Exercise material section start
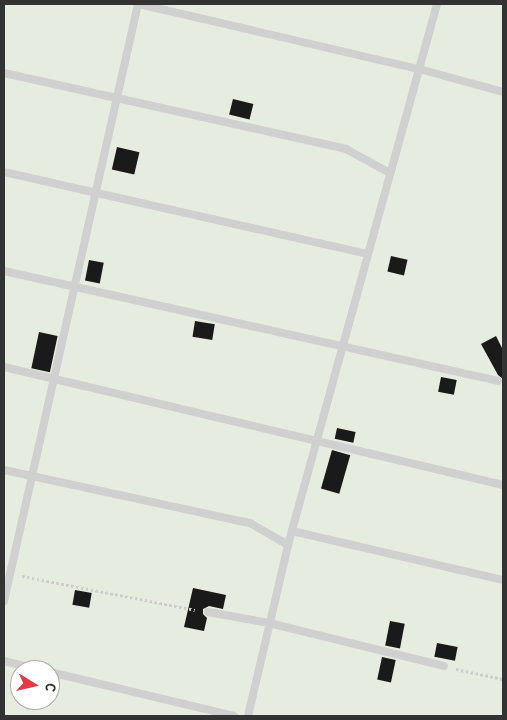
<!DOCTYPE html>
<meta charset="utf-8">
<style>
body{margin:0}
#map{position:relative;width:507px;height:720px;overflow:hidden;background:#fff;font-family:Overpass,sans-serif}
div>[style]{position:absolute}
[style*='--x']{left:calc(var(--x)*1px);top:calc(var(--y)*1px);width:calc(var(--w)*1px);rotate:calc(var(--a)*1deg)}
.green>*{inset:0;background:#e6ecdf}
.building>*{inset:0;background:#1a1a1a;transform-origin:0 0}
.path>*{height:3px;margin-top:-1.5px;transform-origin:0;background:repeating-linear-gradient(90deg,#cdcdcd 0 2.5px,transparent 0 5px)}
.service>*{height:8px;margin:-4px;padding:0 4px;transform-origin:4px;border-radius:4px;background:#d0d0d0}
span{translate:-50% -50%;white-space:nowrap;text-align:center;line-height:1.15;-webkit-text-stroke:5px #fff;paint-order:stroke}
.frame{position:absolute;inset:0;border:5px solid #333;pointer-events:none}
.north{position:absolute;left:10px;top:660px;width:50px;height:50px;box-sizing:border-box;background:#fff;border:1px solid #adadad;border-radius:50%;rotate:99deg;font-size:14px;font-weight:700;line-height:20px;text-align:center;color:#333}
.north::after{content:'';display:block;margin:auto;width:18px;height:22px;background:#e63946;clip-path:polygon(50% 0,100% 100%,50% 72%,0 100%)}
</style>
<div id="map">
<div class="green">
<div style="clip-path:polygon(evenodd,4px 4px,503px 4px,503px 716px,4px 716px,4px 4px,20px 670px,50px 670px,50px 700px,20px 700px,20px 670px)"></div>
</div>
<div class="building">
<div style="left:233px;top:99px;width:21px;height:16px;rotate:14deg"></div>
<div style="left:117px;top:147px;width:23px;height:23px;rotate:13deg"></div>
<div style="left:391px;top:256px;width:17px;height:16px;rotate:13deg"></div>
<div style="left:89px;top:260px;width:15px;height:21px;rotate:11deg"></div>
<div style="left:195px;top:321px;width:20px;height:16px;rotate:9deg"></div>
<div style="left:39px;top:332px;width:19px;height:37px;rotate:12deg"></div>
<div style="clip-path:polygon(496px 336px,503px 350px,503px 379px,498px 375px,481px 344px)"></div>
<div style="left:441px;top:377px;width:16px;height:15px;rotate:11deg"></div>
<div style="left:337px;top:428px;width:19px;height:11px;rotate:12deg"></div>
<div style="left:332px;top:450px;width:19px;height:40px;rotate:16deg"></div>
<div style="clip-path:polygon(193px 588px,226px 595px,223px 609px,209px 606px,203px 609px,203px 614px,207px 618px,204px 631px,184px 627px)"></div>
<div style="left:75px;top:590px;width:17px;height:15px;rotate:10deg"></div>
<div style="left:390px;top:621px;width:15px;height:25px;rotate:11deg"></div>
<div style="left:437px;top:643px;width:21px;height:14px;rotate:11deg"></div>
<div style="left:382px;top:657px;width:14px;height:23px;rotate:12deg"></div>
</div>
<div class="path">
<div style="--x:22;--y:576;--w:176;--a:11.1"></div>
<div style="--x:456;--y:669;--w:48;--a:12"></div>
</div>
<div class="service">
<div style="--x:139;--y:4;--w:287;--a:13.1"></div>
<div style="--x:419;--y:69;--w:87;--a:15.3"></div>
<div style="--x:4;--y:73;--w:350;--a:12.5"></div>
<div style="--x:346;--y:149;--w:50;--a:28.6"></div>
<div style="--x:4;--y:172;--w:372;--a:12.7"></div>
<div style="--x:4;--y:271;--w:506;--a:12.55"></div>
<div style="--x:4;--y:367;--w:513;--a:13.3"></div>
<div style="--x:4;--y:470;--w:252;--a:12.2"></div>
<div style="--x:250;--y:523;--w:44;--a:30.1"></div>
<div style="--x:292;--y:531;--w:217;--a:13.1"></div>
<div style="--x:4;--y:601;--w:612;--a:-77.35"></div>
<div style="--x:208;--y:612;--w:62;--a:10.2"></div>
<div style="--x:269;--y:623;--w:180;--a:13.8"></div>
<div style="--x:4;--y:661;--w:38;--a:14"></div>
<div style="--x:50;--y:672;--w:189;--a:13.4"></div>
<div style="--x:248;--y:716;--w:176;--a:-76.8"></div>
<div style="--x:288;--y:545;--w:561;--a:-74.6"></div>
</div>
<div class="frame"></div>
<div class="north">С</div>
</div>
Exercise material section end
### What to produce
Repeat exactly the lines from the start of the entries down to the line with "0 2.5px,transparent 0", keeping both ends but none of the pictures.

### Task result
<!DOCTYPE html>
<meta charset="utf-8">
<style>
body{margin:0}
#map{position:relative;width:507px;height:720px;overflow:hidden;background:#fff;font-family:Overpass,sans-serif}
div>[style]{position:absolute}
[style*='--x']{left:calc(var(--x)*1px);top:calc(var(--y)*1px);width:calc(var(--w)*1px);rotate:calc(var(--a)*1deg)}
.green>*{inset:0;background:#e6ecdf}
.building>*{inset:0;background:#1a1a1a;transform-origin:0 0}
.path>*{height:3px;margin-top:-1.5px;transform-origin:0;background:repeating-linear-gradient(90deg,#cdcdcd 0 2.5px,transparent 0 5px)}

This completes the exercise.